Last week I had yet another customer issue where "someone" had been issuing DDL statements in the database. And nobody knew who. Or why. But (surprise!) it broke things (and they weren't even running Slony!). There are two simple lessons to be learned from this:
In a production environment, arbitrary DDL statements are normally not run. If they are, you really need to look over your application design, because it's broken. Note that this does not include temporary tables. Also things like automating the creation of new partitions are also pretty normal. But the important thing there is that it's controlled and scheduled work, not arbitrary statements.
So, you'll want to keep track of your DDL. PostgreSQL provides a very simple and good way to do this. Set the configuration parameter log_statement='ddl'. The default value for this parameter is none, and there are also options for logging all DML and all statements period. But for a production environment, I find the ddl option to be very useful. So useful, in fact, that I'd consider it an installation bug in most environments if it's not set. So if this parameter is not set in your production environment, now is a good time to reconsider that decision.
The second thing to learn comes from the fact that once we tracked it down, it turned out that the DDL was issued from the application server. Which was running with superuser privileges. Now that's a much larger bug in the deployment, and a failure waiting to happen. There's a very simple lesson to learn from this: the application server should never run with superuser privileges. It should also not run with a user that has permissions to issue any DDL. This is simply the principle of least privilege - or at least principle of not insanely high privileges.
Yes, there are a number of application servers and frameworks that issue their own DDL as part of their ORM. The best way to handle them is, IMHO, to have them generate the SQL output and then manually apply that using a high privilege account.
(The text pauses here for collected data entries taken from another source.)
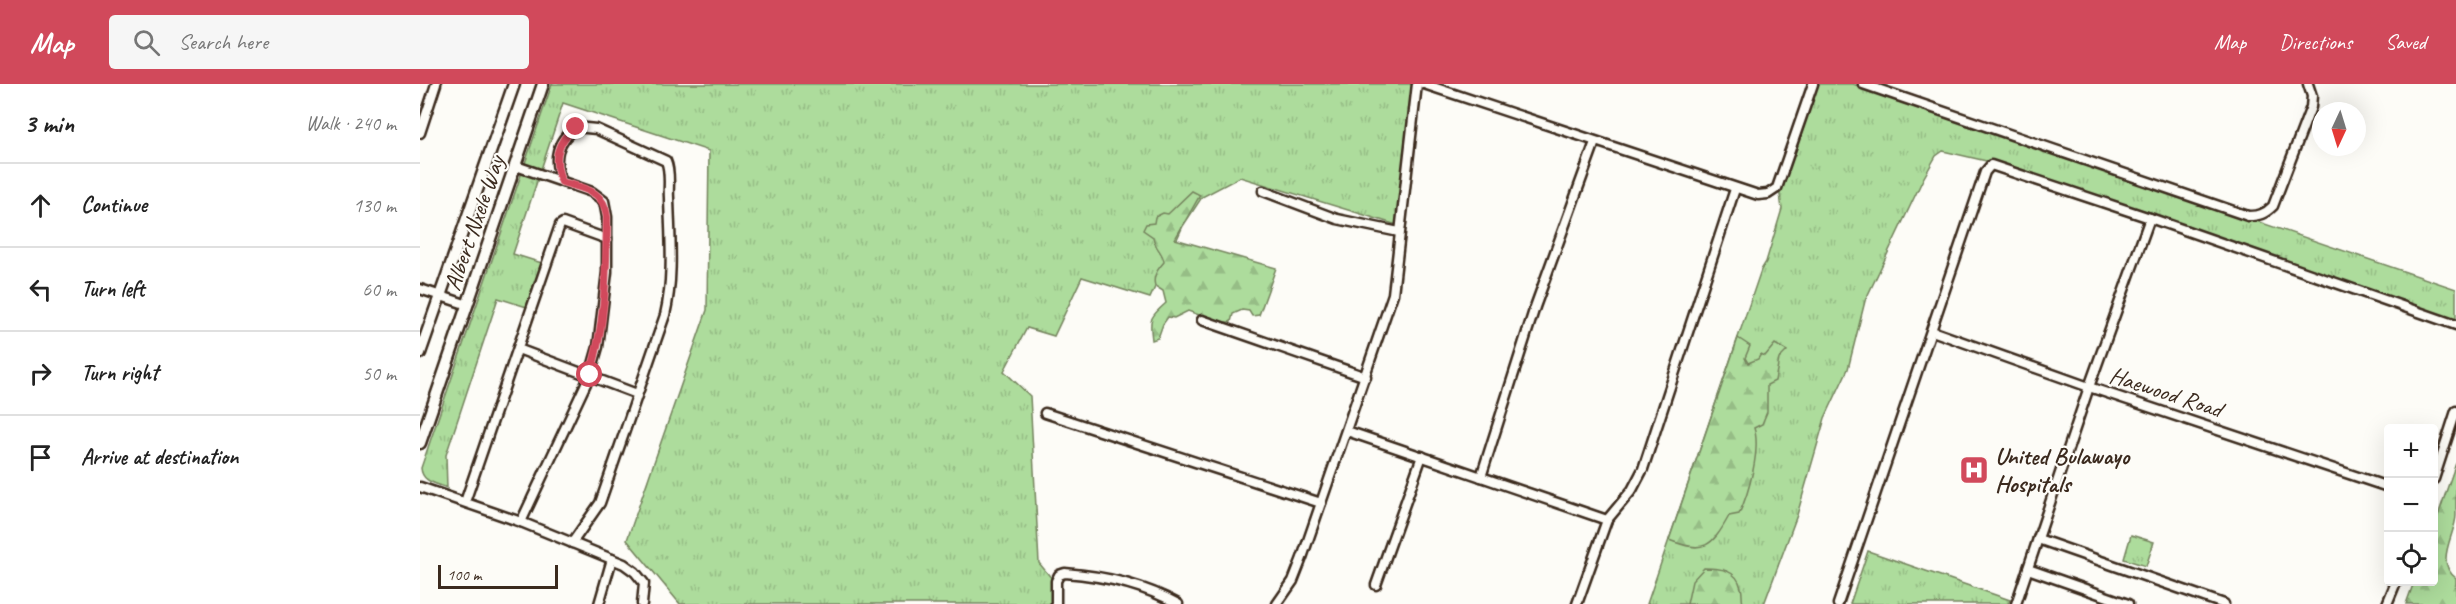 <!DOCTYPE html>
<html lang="en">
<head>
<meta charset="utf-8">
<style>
  body { margin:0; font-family:Caveat,sans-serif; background:#f6f6f6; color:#222 }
  .controls { position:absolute; right:18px; bottom:18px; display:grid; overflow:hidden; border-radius:6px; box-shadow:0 6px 24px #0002 }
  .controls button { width:54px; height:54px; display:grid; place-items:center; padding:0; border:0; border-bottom:2px solid #e0e0e0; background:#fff; color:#222; font:30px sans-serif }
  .compass { position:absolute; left:1892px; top:18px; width:54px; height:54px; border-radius:50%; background:#fff; box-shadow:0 6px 24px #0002; rotate:184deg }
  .scale { position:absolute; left:18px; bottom:15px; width:120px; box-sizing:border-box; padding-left:6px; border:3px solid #3b2a1e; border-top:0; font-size:16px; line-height:21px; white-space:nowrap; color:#3b2a1e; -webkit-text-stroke:4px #fdfcf7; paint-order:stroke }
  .stop { position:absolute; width:18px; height:18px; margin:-14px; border:4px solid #d1495b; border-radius:50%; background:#fff }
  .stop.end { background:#d1495b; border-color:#fff; box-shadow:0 2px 6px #0008 }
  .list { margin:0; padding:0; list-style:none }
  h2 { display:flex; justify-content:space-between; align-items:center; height:78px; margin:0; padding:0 24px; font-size:26px }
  h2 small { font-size:20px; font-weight:400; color:#767676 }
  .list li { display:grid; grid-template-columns:39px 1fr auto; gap:18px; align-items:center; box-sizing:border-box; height:84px; padding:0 24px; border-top:2px solid #e0e0e0 }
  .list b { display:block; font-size:22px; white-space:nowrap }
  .list em { font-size:20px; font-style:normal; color:#767676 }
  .icon { flex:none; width:33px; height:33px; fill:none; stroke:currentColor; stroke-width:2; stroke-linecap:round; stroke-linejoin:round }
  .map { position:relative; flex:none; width:2036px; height:520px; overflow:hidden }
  header { display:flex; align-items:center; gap:36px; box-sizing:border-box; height:84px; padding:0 30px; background:#d1495b; color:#fff }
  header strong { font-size:28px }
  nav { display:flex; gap:33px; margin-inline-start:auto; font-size:21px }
  .search { width:420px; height:54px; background:#f6f6f6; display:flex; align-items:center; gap:15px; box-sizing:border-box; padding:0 21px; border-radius:6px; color:#767676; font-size:22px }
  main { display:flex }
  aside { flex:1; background:#fff }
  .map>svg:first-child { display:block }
  .grass { fill:url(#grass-tufts); stroke:#74835d; stroke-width:1.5 }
  .forest { fill:url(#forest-firs); stroke:#74835d; stroke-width:1.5 }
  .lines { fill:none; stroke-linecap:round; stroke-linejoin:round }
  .minor-casing { stroke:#3b2a1e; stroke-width:13 }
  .major-casing { stroke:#3b2a1e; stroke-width:15 }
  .minor { stroke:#fdfcf7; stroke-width:8 }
  .major { stroke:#fdfcf7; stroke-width:10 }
  .route { stroke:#d1495b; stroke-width:8 }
  .labels { text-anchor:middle; stroke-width:4.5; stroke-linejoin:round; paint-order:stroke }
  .street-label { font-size:24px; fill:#3b2a1e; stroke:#fdfcf7 }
  .poi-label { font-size:24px; font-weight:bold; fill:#3b2a1e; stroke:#fdfcf7; text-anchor:start }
</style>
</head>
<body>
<header>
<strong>Map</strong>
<div class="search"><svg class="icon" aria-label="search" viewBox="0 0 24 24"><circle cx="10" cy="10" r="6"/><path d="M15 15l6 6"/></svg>Search here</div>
<nav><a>Map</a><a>Directions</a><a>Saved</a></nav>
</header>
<main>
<aside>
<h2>3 min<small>Walk · 240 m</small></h2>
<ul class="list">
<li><svg class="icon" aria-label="ahead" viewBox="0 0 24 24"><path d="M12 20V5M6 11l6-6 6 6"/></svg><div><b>Continue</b></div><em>130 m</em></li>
<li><svg class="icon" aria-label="left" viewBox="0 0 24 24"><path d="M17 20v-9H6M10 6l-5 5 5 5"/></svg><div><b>Turn left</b></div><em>60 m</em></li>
<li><svg class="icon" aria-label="right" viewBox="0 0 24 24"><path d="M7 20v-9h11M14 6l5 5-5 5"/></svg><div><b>Turn right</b></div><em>50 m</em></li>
<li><svg class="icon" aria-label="arrive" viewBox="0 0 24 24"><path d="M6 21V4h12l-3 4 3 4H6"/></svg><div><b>Arrive at destination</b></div></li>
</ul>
</aside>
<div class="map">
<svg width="2036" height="520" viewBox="0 0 2036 520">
  <defs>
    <pattern id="grass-tufts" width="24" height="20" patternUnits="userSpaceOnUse" patternTransform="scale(1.5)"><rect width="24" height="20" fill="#addc9c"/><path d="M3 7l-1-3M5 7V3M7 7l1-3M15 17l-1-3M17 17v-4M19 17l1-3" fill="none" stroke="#96bd86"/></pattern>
    <pattern id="forest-firs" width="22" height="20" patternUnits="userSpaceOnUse" patternTransform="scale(1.5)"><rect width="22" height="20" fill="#addc9c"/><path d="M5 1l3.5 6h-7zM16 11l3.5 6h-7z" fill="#96bd86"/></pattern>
  </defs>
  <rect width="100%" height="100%" fill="#fdfcf7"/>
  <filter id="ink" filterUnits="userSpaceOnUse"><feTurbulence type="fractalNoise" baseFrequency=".0167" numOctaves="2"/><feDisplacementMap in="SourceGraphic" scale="12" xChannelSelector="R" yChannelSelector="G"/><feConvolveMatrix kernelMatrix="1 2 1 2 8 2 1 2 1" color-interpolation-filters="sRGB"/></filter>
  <g filter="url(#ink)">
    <g class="grass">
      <path d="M132,0h860l-15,141 -157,-48 -38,20 -19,29 -33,72 -68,-21 -28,59 -27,-8 -23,43 26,25 9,167 14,17 1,24h-374l-53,-64 80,-230 2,-159 -146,-48 -50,151 32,10 -15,44 -32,-10 -52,157 1,33c-12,-5 -25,-6 -26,-20z"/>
      <polygon points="1396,0 1433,0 2036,205 2036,238 1575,79 1523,67 1516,72 1503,95 1445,217 1428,285 1405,334 1377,431 1344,520 1227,520 1341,186 1346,178 1362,125 1359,104"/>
      <polygon points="1711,451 1734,458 1726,482 1704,475"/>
      <polygon points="1448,467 1590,516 1588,520 1430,520"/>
    </g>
    <g class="forest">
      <path d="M772,107l8,4 -25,44 101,29 -17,47 -7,1 -3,-5 -7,-1 -9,4 -2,8h-12l-31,-11 -14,7 -6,-1 -5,7 -5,14 -6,2c-3,-22 -2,-23 14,-37l-3,-12 -8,-5c-3,-10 3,-17 9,-24 -1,-10 -9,-13 -11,-25l-10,-7 3,-6 8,-1 1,-6 8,-4 5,1z"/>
      <path d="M1318,254l12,8 -5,12 3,5 10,-4 3,-5 4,2 10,-12 12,7 -8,8 -4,22 -8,4v27l-5,12 -8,4c7,21 -5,65 -15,86l-10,2c-17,31 -25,38 -60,24z"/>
      <path d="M2036,379c0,17 0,35 0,53 -1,19 -22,46 0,62v26h-50l8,-22h20v-55z"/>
      <path d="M1284,484c15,0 33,1 37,20 2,5 0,9 2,15l8,1h-64l5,-23z"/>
    </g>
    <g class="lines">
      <g class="minor-casing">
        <g id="minor">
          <polyline points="1004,0 1338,111 1348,110 1357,104 1393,0"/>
          <path d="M1443,0l385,132c11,0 17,-2 25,-10l38,-99 1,-11 -4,-12"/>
          <polyline points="0,49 16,0"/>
          <polyline points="96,82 172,108 184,117 187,133 187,188 178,263 170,291 101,438"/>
          <path d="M142,98c-10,-23 -5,-41 14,-55l20,2 70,32c5,11 2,25 3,37 1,38 5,79 -4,117l-65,188 -28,40"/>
          <polyline points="843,107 917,135 979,148"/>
          <polyline points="0,205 48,221"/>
          <polyline points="782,236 946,293"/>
          <polyline points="1512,247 1669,303 1968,403"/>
          <polyline points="98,265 217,310"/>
          <polyline points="625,329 901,419"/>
          <polyline points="927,347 1187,436"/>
          <polyline points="1061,393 1115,223 1175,58"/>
          <polyline points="2014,395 2036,327"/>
          <polyline points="0,403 101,438 204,480 215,488 224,499 222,520"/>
          <polyline points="45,418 140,141 143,139 187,155"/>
          <polyline points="1618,455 1804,520"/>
          <polyline points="1608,485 1708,520"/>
          <polyline points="956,501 1002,372"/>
          <polyline points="179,520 192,475"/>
          <path d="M636,520v-23l3,-6 6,-2c39,3 79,12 113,31"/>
          <polyline points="857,520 873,497 882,474 973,210 997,0"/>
          <polyline points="1157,520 1187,436 1212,406 1223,385 1315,105"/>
          <polyline points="1418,520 1565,88 1571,81 1730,134 2036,241"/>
          <polyline points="1596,520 1669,303 1730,134"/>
          <polyline points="1967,520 1976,498"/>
        </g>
      </g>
      <g class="major-casing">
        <g id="major">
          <polyline points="0,269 94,0"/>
          <polyline points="0,359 123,0"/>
        </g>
      </g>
      <use href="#minor" class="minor"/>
      <use href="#major" class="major"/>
    </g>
  </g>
  <g class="lines" filter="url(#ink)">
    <path class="route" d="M156,43c-19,14 -24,33 -14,55 23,7 42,8 45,35 -1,54 -1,106 -17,158"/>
  </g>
  <defs>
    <g id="hospital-square" transform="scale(1.5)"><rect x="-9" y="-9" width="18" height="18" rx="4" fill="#d1495b" stroke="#fdfcf7"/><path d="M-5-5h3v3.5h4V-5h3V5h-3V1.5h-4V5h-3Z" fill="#fff"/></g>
  </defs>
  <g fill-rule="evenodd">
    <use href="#hospital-square" x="1554" y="386"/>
  </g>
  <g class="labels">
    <g class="street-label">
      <text transform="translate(54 139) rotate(-71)" y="8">Albert Nxele Way</text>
      <text transform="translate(1746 308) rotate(18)" y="8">Haewood Road</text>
    </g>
    <g class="poi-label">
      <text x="1575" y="380">United Bulawayo<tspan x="1575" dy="28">Hospitals</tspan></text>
    </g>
  </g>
</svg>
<div class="controls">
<button>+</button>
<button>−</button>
<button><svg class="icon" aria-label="locate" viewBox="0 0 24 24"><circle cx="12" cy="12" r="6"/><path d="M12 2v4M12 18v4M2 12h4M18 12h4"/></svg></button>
</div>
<svg class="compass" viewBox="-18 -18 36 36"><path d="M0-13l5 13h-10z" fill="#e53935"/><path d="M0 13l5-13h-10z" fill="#767676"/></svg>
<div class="scale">100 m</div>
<div class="stop" style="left:170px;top:291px"></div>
<div class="stop end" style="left:156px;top:43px"></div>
</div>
</main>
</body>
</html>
Because DDL should only be issued as part of upgrades and similar things, this should not be an issue. If the application server does not support this, a workaround is to give the application server DDL permissions during the upgrade only, and then take them away as soon as the upgrade is completed.
And yes, you should do this on your developer systems as well, and not just in production. Because if you only do it in production, you won't notice your bugs until you have deployed. It may seem like a lot of extra work to begin with, but it really is only a little extra work once you have got the procedures in place. And it can save you a lot of forensics work once something has happened.
Thanks for reminder. I also have to go for a production server in next 2 months.
As ORMs become more powerful these sorts of issues will be more common. An ORM like Rails not only defines its own data model but also wants to push all the DDL through its Rails migrations. ORMS like that are starting to blur the line between app server and database, in favour of the app server. Since there are more app developers than DBAs and customers ultimately buy applications rather than databases, I expect to see this trend growing and we in the database world will have to find ways to cope with it, as you show.
>Set the configuration parameter >log_statmeent='ddl'. Misprint? log_statement?
Indeed. Thanks for pointing that out, fixed.
For your rails sample it is not a big issue to run migrations with a different database connection than the application. Of course this should be standard in rails but is not. So the point is how to make app developers aware of the issue and provide means to separate DDL from normal database usage.